By early 2015, the project was more than a year behind schedule. Outstanding issues included platform limitations, contractor cost disputes, and disagreements over facility ownership. Tri-Rail service resumed on April 5, 2015. Greyhound began service on June 24, 2015.

Amtrak had planned to relocate from Miami station by Fall 2016. In 2018, Amtrak declined proposed lease terms and stated that it had no plans to move to the facility. Negotiations resumed in 2021. A test train operated in March 2022. In late 2022, Amtrak indicated preparations for relocation were nearing completion, subject to operational constraints including deadheading moves and additional track work. In December 2024, Amtrak notified officials that it would not relocate to the Miami Intermodal Center, citing projected operating costs. Financial data released in February 2025 projected 20,000 additional annual passengers and $2 million in revenue, alongside $5 million in added operating costs. Required renovations were estimated at $6.4 million for the intermodal center and $21.8 million for the existing station to meet accessibility standards.

== Station layout ==
Miami Airport is a terminal station for all three services. The MIA Mover automated people mover system transports passengers between the station and airport terminals, departs from the upper level of the station in the southern direction. Metrorail, which provides service Downtown Miami and points south, departs from the upper level in the northern direction. On the ground level, four tracks serve Tri-Rail and possible future Amtrak service towards Fort Lauderdale, West Palm Beach, and points north. The ground level also has bus bays and a waiting area for Metrobus, Greyhound, and Megabus. The concourse and headhouse were built to accommodate a future third Tri-Rail and Amtrak platform to the east of the existing platforms.

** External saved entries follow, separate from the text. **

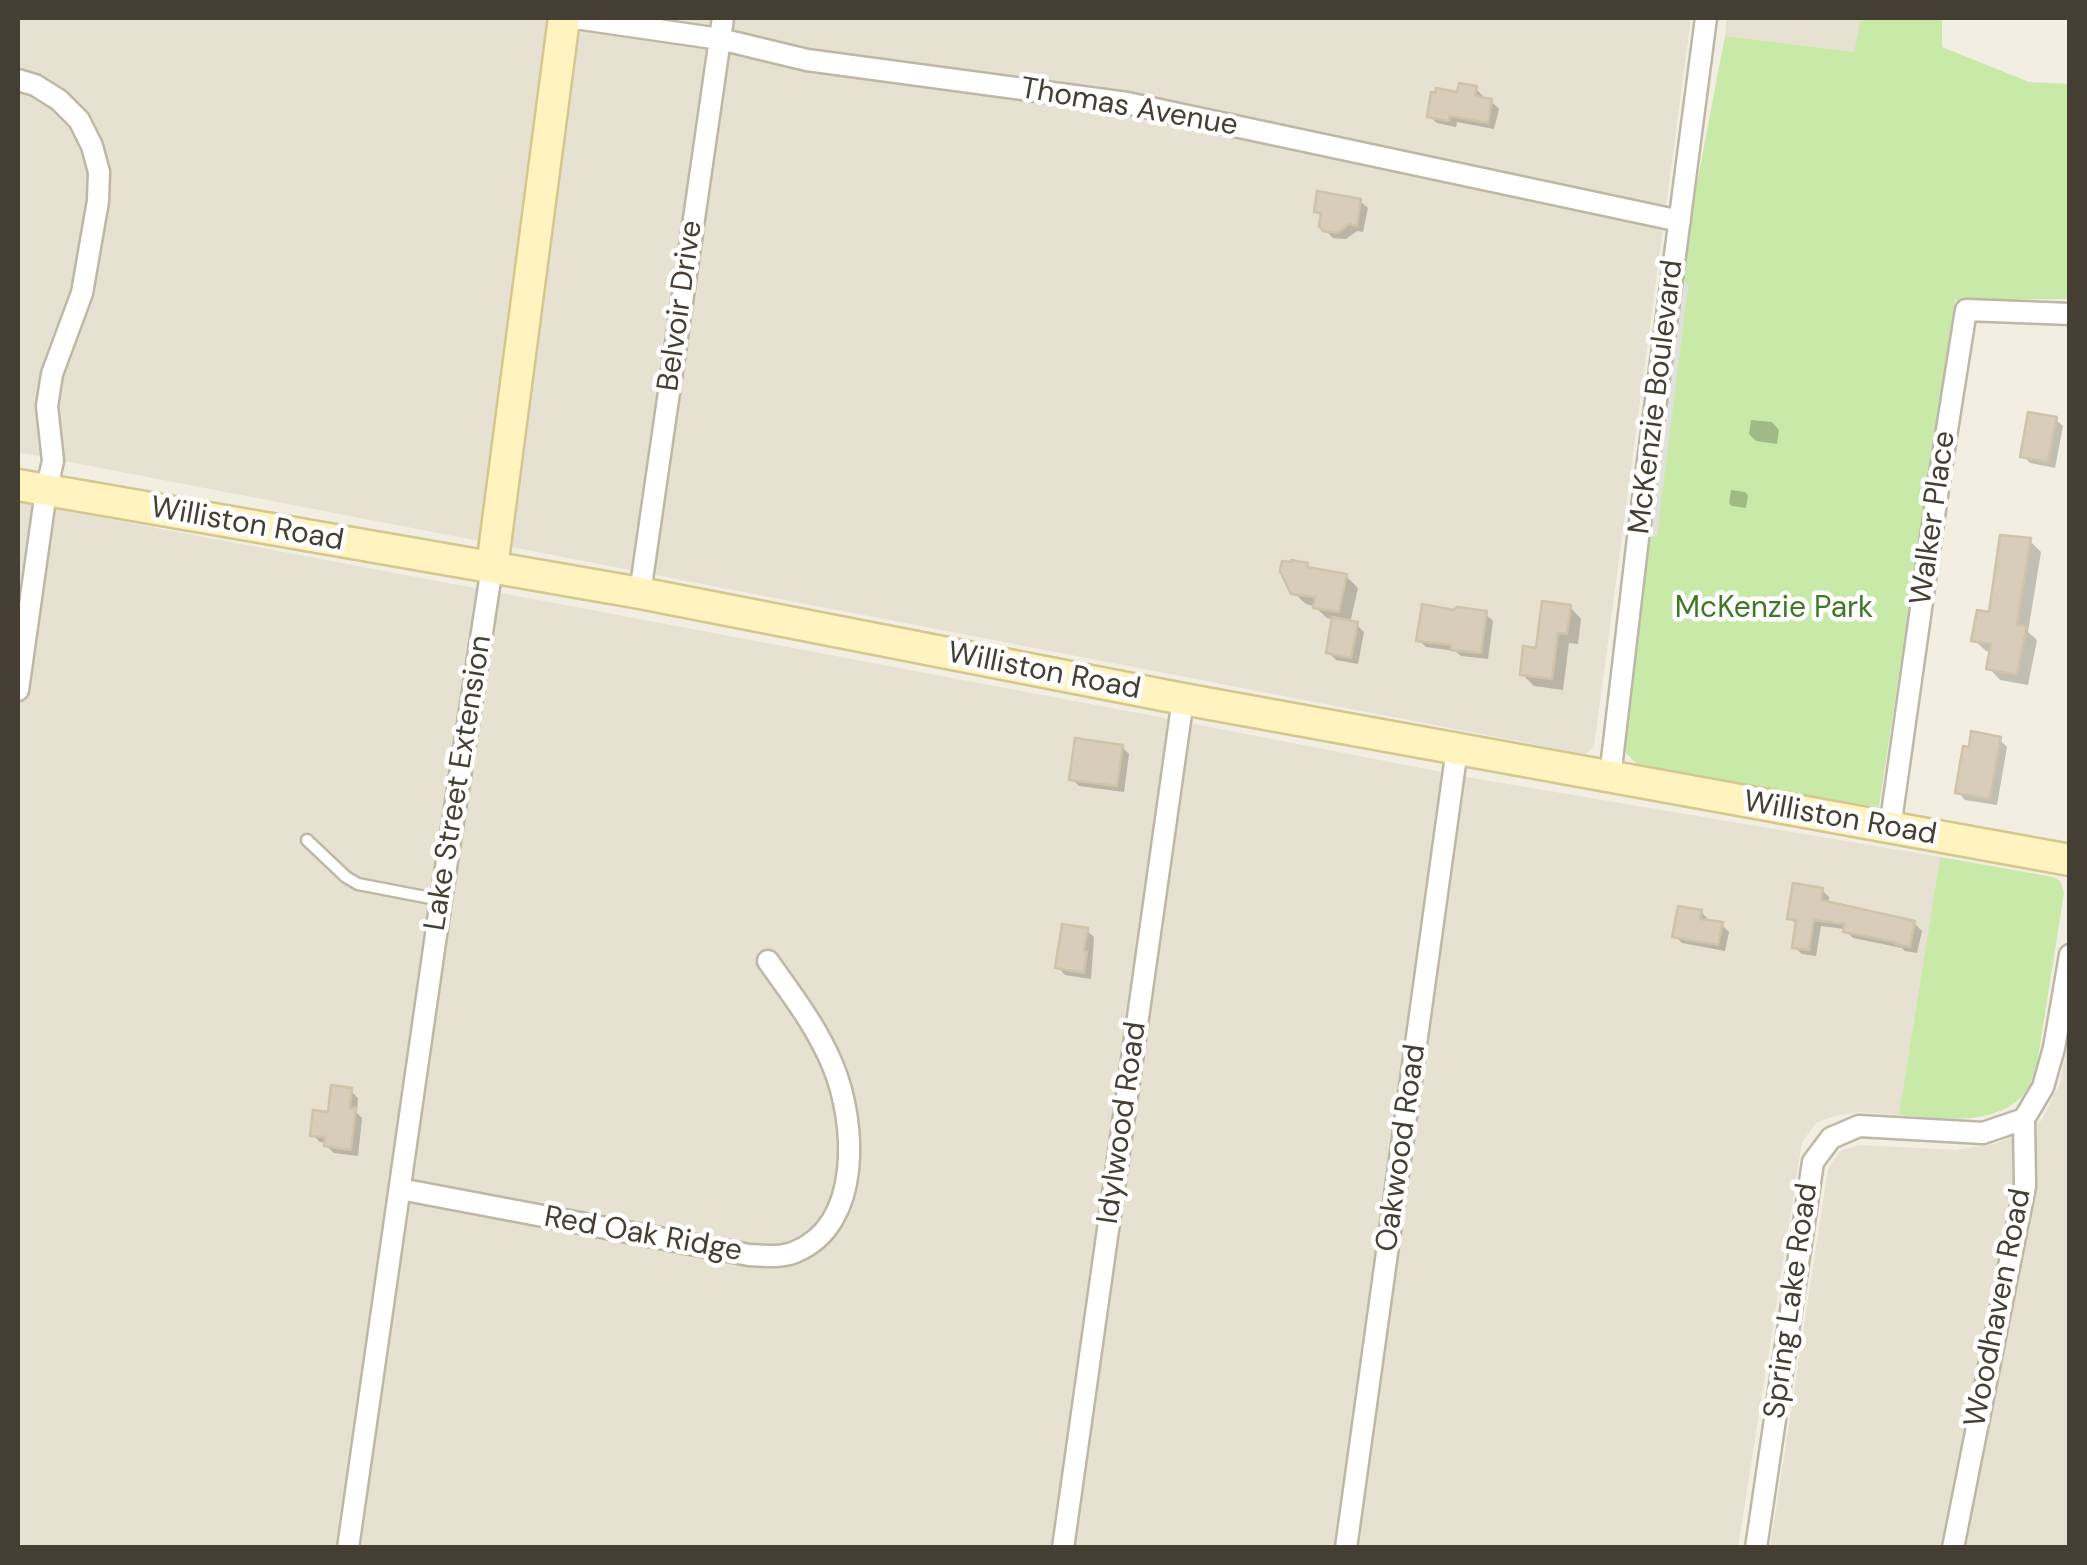 <!DOCTYPE html>
<style>
body{margin:0}
#map{position:relative;width:2087px;height:1565px;overflow:hidden;background:#f2eee2;font-family:"DM Sans",sans-serif}
canvas{display:block}
.frame{position:absolute;inset:0;border:20px solid #443e33;pointer-events:none}
</style>
<div id="map">
<canvas width="2087" height="1565"></canvas>
<div class="frame"></div>
</div>
<script>
const ctx = document.querySelector('canvas').getContext('2d');
ctx.lineJoin = 'round';
function paint(path, color) { ctx.fillStyle = color; ctx.fill(path, 'evenodd'); }
function stroke(path, color, width, dash) { ctx.strokeStyle = color; ctx.lineWidth = width; ctx.lineCap = dash ? 'butt' : 'round'; ctx.setLineDash(dash || []); ctx.stroke(path); }
function drawText(font, color, halo, rows, align = 'center') {
  ctx.font = font + ' "DM Sans",sans-serif'; ctx.lineWidth = 9; ctx.setLineDash([]); ctx.textBaseline = 'middle'; ctx.strokeStyle = halo; ctx.fillStyle = color; for (const [text, x, y, turn = 0] of rows) {
    ctx.save(); ctx.translate(x, y); ctx.rotate((+turn || 0) * Math.PI / 180); ctx.textAlign = isNaN(turn) ? turn : align; if (halo) ctx.strokeText(text, 0, 0); ctx.fillText(text, 0, 0); ctx.restore();
  }
}
paint(new Path2D(`
 M 18,18 L 1691,18 L 1594,747 L 1585,754 L 18,452 Z
 M 1727,18 L 1861,18 L 1854,52 L 1725,36 Z
 M 18,502 L 1159,717 L 1472,778 L 1940,857 L 1899,1115 L 1859,1112 L 1834,1116 L 1816,1123 L 1802,1142 L 1738,1547 L 18,1547 Z
 M 2069,1036 L 2069,1547 L 1770,1548 L 1828,1169 L 1840,1151 L 1859,1145 L 1957,1150 L 1998,1143 L 2041,1121 L 2060,1083 Z`), '#e6e1d0');
paint(new Path2D(`
 M 1861,18 L 1942,18 L 1942,47 L 2029,82 L 2069,84 L 2069,299 L 1955,300 L 1879,807 L 1642,769 L 1624,751 L 1647,538 L 1688,287 L 1682,277 L 1694,199 L 1725,36 L 1854,52 Z
 M 1940,857 L 2053,877 L 2060,881 L 2064,893 L 2037,1064 C 2033,1074 2031,1086 2024,1094 C 1994,1128 1939,1118 1899,1115 Z`), '#c8e9a8');
paint(new Path2D(`
 M 1682,277 L 1688,286 L 1657,536 L 1647,538 Z`), '#e2e0db');
paint(new Path2D(`
 M 1476,89 L 1483,96 L 1483,100 L 1491,101 L 1499,109 L 1494,129 L 1457,122 L 1456,127 L 1437,123 L 1429,116 L 1459,95 Z
 M 1360,201 L 1368,208 L 1363,232 L 1357,231 L 1346,239 L 1333,238 L 1325,230 L 1323,218 L 1316,211 Z
 M 2055,419 L 2063,426 L 2055,468 L 2030,463 L 2023,456 Z
 M 1751,420 L 1772,422 L 1779,430 L 1777,444 L 1756,441 L 1749,434 Z
 M 1731,490 L 1745,492 L 1748,495 L 1746,508 L 1732,506 L 1729,503 Z
 M 2030,541 L 2041,552 L 2028,632 L 2037,640 L 2028,685 L 2000,680 L 1989,668 L 1992,652 L 1986,651 L 1974,640 L 1991,615 Z
 M 1307,566 L 1311,570 L 1346,576 L 1358,588 L 1350,623 L 1357,625 L 1364,632 L 1358,664 L 1336,660 L 1328,652 L 1334,620 L 1327,618 L 1314,606 L 1306,604 L 1293,592 Z
 M 1570,607 L 1581,619 L 1578,644 L 1569,643 L 1563,690 L 1534,686 L 1522,674 Z
 M 1485,614 L 1493,621 L 1488,659 L 1461,656 L 1455,651 L 1426,647 L 1419,640 Z
 M 2000,740 L 2007,747 L 1997,805 L 1965,800 L 1958,792 Z
 M 1122,747 L 1129,754 L 1124,792 L 1079,786 L 1072,779 Z
 M 1822,890 L 1829,897 L 1828,904 L 1914,923 L 1922,931 L 1917,953 L 1905,951 L 1902,948 L 1853,938 L 1844,929 L 1821,926 L 1816,956 L 1802,954 L 1794,947 L 1798,926 L 1790,918 Z
 M 1701,912 L 1708,919 L 1708,922 L 1722,925 L 1729,932 L 1725,951 L 1682,943 L 1675,936 Z
 M 1086,930 L 1094,937 L 1091,979 L 1065,975 L 1058,967 Z
 M 351,1091 L 358,1098 L 357,1113 L 362,1118 L 358,1156 L 334,1153 L 327,1146 L 327,1143 L 320,1142 L 313,1135 Z`), '#0003');
const building = new Path2D(`
 M 1459,83 L 1477,86 L 1475,96 L 1492,99 L 1488,123 L 1450,116 L 1449,121 L 1427,117 L 1431,92 L 1435,93 L 1436,88 L 1457,92 Z
 M 1317,191 L 1361,199 L 1357,226 L 1349,224 L 1338,233 L 1323,231 L 1319,226 L 1321,213 L 1314,212 Z
 M 2028,412 L 2057,417 L 2048,462 L 2020,457 Z
 M 2000,535 L 2031,538 L 2017,625 L 2027,626 L 2017,675 L 1986,669 L 1991,644 L 1971,641 L 1977,610 L 1989,612 Z
 M 1291,560 L 1308,563 L 1307,567 L 1347,574 L 1339,612 L 1313,608 L 1315,597 L 1291,594 L 1280,571 L 1282,561 L 1291,562 Z
 M 1542,601 L 1571,605 L 1567,634 L 1558,633 L 1552,679 L 1520,675 L 1523,646 L 1536,648 Z
 M 1422,604 L 1454,610 L 1457,607 L 1487,611 L 1481,653 L 1451,650 L 1451,645 L 1416,641 Z
 M 1332,617 L 1358,622 L 1351,658 L 1326,653 Z
 M 1971,731 L 2001,737 L 1990,799 L 1955,793 L 1963,746 L 1969,747 Z
 M 1075,738 L 1123,745 L 1117,786 L 1069,780 Z
 M 1793,883 L 1823,888 L 1821,900 L 1915,921 L 1910,947 L 1895,944 L 1895,942 L 1843,932 L 1844,924 L 1814,920 L 1809,950 L 1792,948 L 1796,920 L 1787,919 Z
 M 1678,906 L 1702,910 L 1700,919 L 1723,922 L 1718,945 L 1672,937 Z
 M 1062,924 L 1088,928 L 1084,951 L 1087,952 L 1084,973 L 1055,968 Z
 M 331,1085 L 352,1088 L 350,1108 L 356,1108 L 351,1150 L 324,1146 L 325,1137 L 310,1136 L 313,1110 L 328,1112 Z`);
paint(building, '#d7cdba');
stroke(building, '#cfc3aa', 2.5);
const lane = new Path2D(`
 M 307,840 L 346,877 L 358,884 L 441,900`);
const street = new Path2D(`
 M 575,18 L 720,39 L 807,60 L 1127,103 L 1680,221
 M 18,80 L 35,85 L 59,100 L 79,120 L 92,146 L 99,172 L 98,201 L 82,293 L 52,374 L 47,406 L 53,461 L 46,491 L 18,690
 M 640,593 L 723,18
 M 1610,777 L 1638,538 L 1706,18
 M 1890,828 L 1940,474 L 1966,310 L 2070,314
 M 400,1189 L 749,1255 C 764,1256 781,1258 795,1252 C 863,1224 856,1122 833,1066 C 817,1027 792,995 768,961
 M 348,1548 L 441,900 L 492,567
 M 1063,1548 L 1183,699
 M 1346,1548 L 1457,749
 M 1756,1548 L 1813,1162 L 1831,1138 L 1859,1126 L 1983,1133 L 2024,1119
 M 1953,1548 L 2025,1186 L 2024,1119 L 2043,1087 L 2054,1048 L 2070,955`);
const secondary = new Path2D(`
 M 18,485 L 640,593 L 1183,699 L 2070,860
 M 492,567 L 564,18`);
stroke(lane, '#beb7a5', 15);
stroke(street, '#beb7a5', 25);
stroke(secondary, '#d4c68f', 35);
stroke(lane, '#fff', 10);
stroke(street, '#fff', 20);
stroke(secondary, '#fff3c0', 30);
drawText('30px', '#443e33', '#fff', [
 ["Thomas Avenue",1129,108,10],
 ["Belvoir Drive",681,306,-82],
 ["McKenzie Boulevard",1657,397,-83],
 ["Walker Place",1934,518,-82],
 ["Williston Road",247,525,10],
 ["Williston Road",1044,672,11],
 ["Lake Street Extension",459,783,-81],
 ["Williston Road",1840,819,10],
 ["Idylwood Road",1123,1123,-82],
 ["Oakwood Road",1402,1148,-82],
 ["Red Oak Ridge",643,1235,10],
 ["Spring Lake Road",1792,1301,-82],
 ["Woodhaven Road",1999,1308,-79]
]);
drawText('30px', '#3f7824', '#fff', [
 ["McKenzie Park",1774,609]
]);
</script>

A 1450 ft footbridge over the Tamiami Canal is planned to connect the station with Miami Freedom Park. As of July 2026, construction is expected to begin in 2027 and be completed in mid-2029.

=== Rental car center ===
The MIC contains a multi-level consolidated rental car facility with 16 rental car companies. Opened on July 13, 2010, the RCC is home to 6,500 rental cars and is projected to serve 28,000 customers daily. The Quick Turnaround Area, where vehicles are washed and refueled, includes 120 gas pump positions and 42 car wash bays on three vehicle storage levels. The multi-level fueling system is the first in the United States.

The consolidation initially cut the combined rental car bus fleet in half from 120 buses to 60. In September 2011, the MIA Mover entirely replaced the shuttle bus service. The elimination of the rental car bus fleet has reduced gas emissions at the airport by 30%.